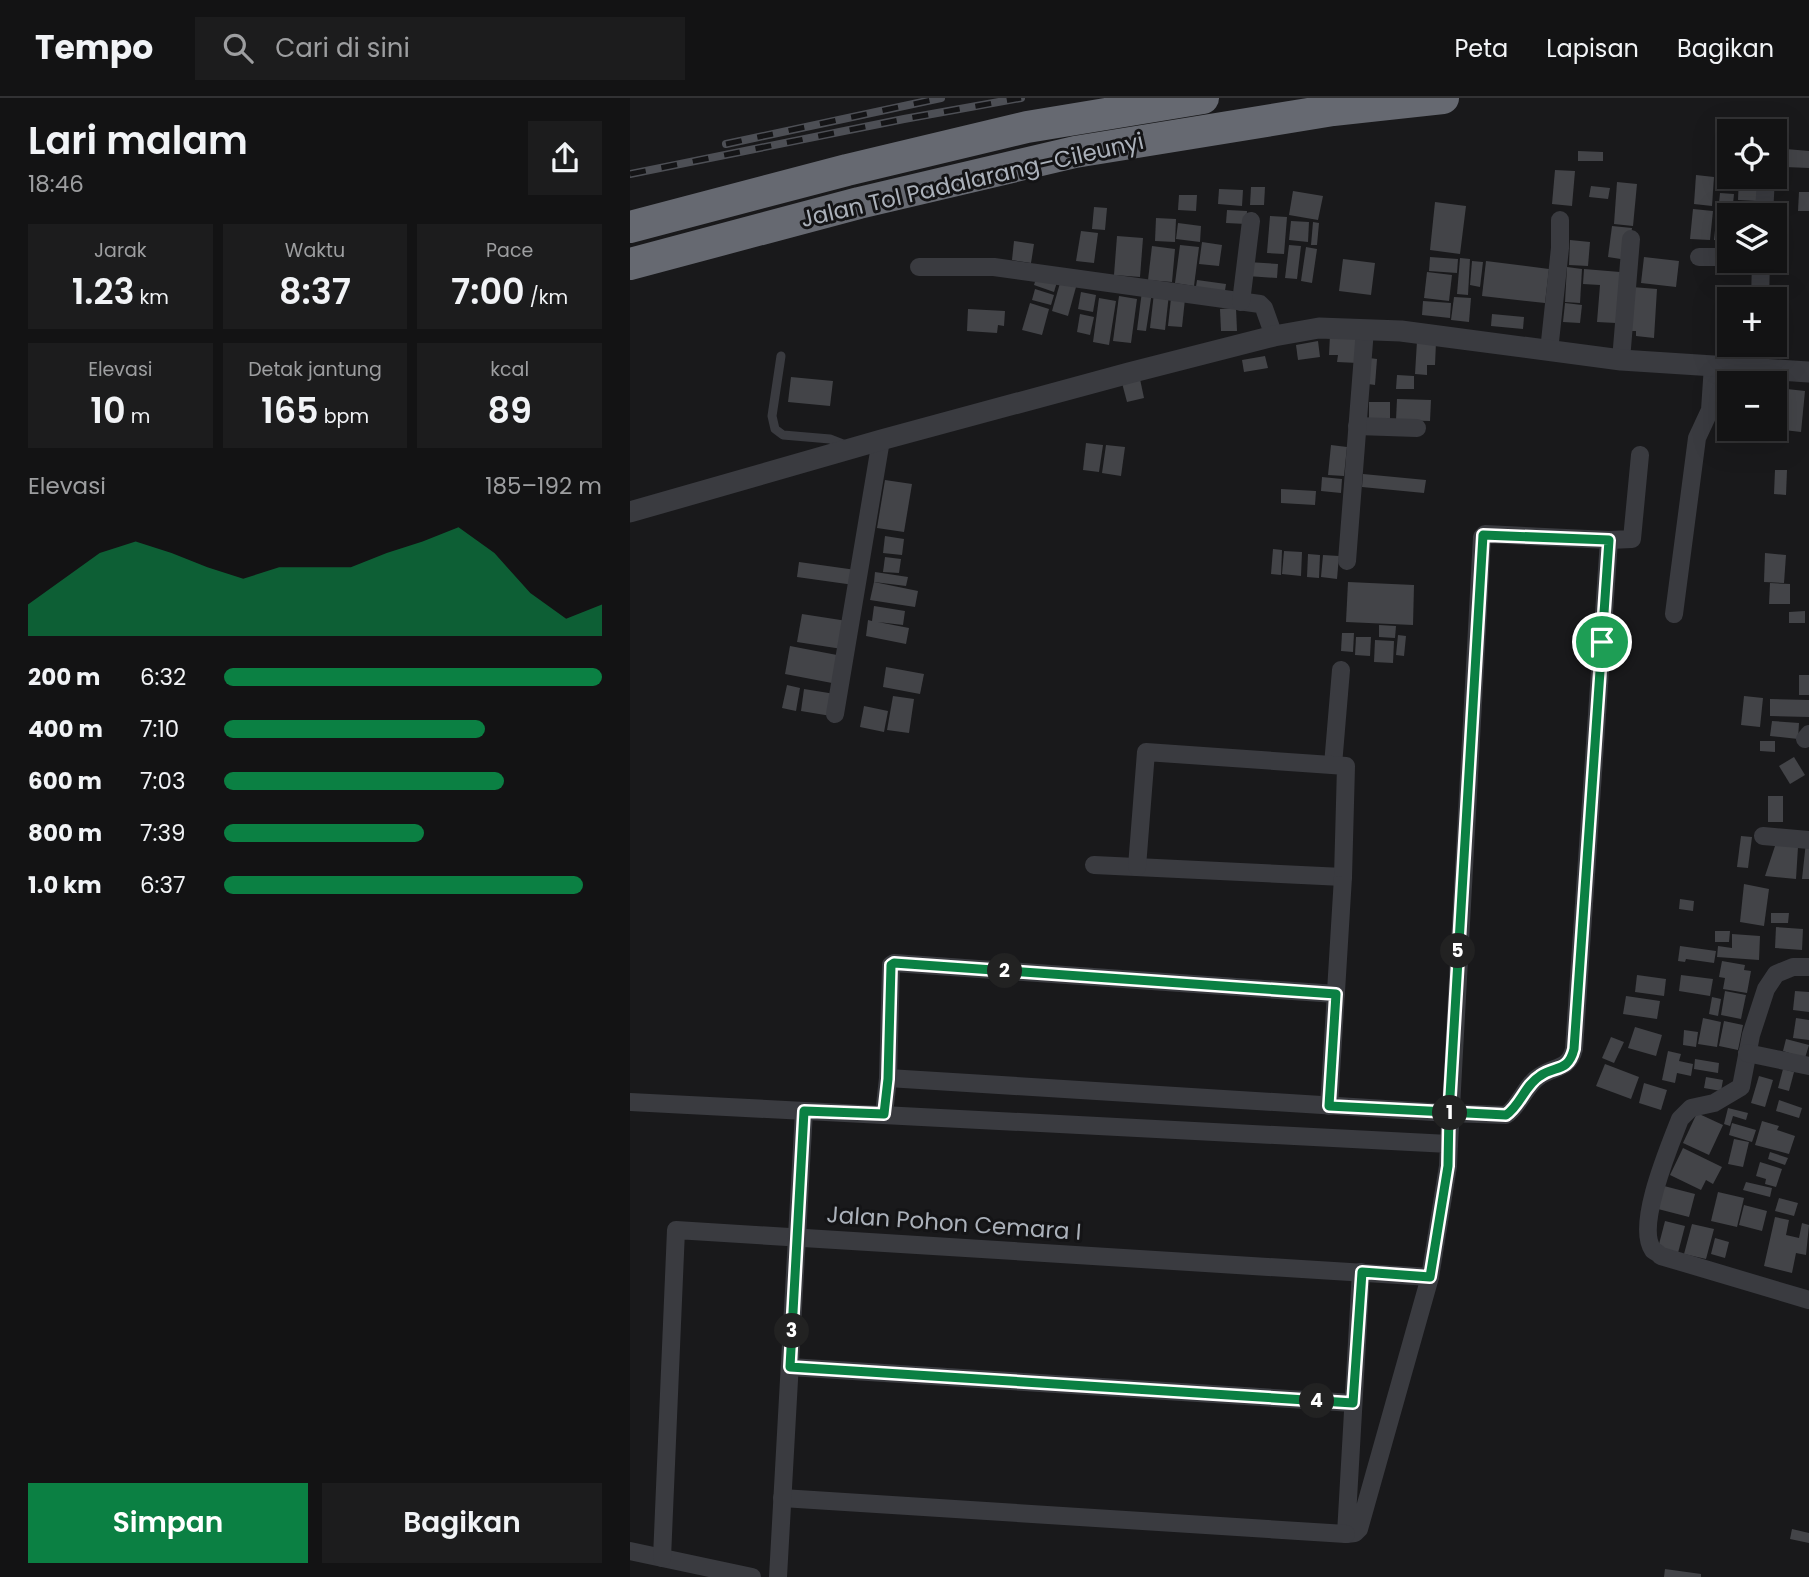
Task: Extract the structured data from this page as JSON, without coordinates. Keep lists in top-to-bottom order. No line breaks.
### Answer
{"streets":{"highway":["Jalan Tol Padalarang–Cileunyi"],"street":["Jalan Pohon Cemara I"]},"page":{"header":"Tempo","search":"Cari di sini","nav":["Peta","Lapisan","Bagikan"],"heading":["Lari malam","18:46"],"map_buttons":["+","−"],"stats":[["Jarak","1.23 km"],["Waktu","8:37"],["Pace","7:00 /km"],["Elevasi","10 m"],["Detak jantung","165 bpm"],["kcal","89"]],"chart":["Elevasi","185–192 m"],"list":[{"name":"200 m","note":"6:32"},{"name":"400 m","note":"7:10"},{"name":"600 m","note":"7:03"},{"name":"800 m","note":"7:39"},{"name":"1.0 km","note":"6:37"}],"pins":["5","2","1","3","4"],"buttons":["Simpan","Bagikan"]}}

Aim of the exercise
When you write out the material above, keep every line exact and drop each picture.

Response to the exercise
Task: Extract the structured data from this page as JSON, without coordinates. Keep lists in top-to-bottom order. No line breaks.
### Answer
{"streets":{"highway":["Jalan Tol Padalarang–Cileunyi"],"street":["Jalan Pohon Cemara I"]},"page":{"header":"Tempo","search":"Cari di sini","nav":["Peta","Lapisan","Bagikan"],"heading":["Lari malam","18:46"],"map_buttons":["+","−"],"stats":[["Jarak","1.23 km"],["Waktu","8:37"],["Pace","7:00 /km"],["Elevasi","10 m"],["Detak jantung","165 bpm"],["kcal","89"]],"chart":["Elevasi","185–192 m"],"list":[{"name":"200 m","note":"6:32"},{"name":"400 m","note":"7:10"},{"name":"600 m","note":"7:03"},{"name":"800 m","note":"7:39"},{"name":"1.0 km","note":"6:37"}],"pins":["5","2","1","3","4"],"buttons":["Simpan","Bagikan"]}}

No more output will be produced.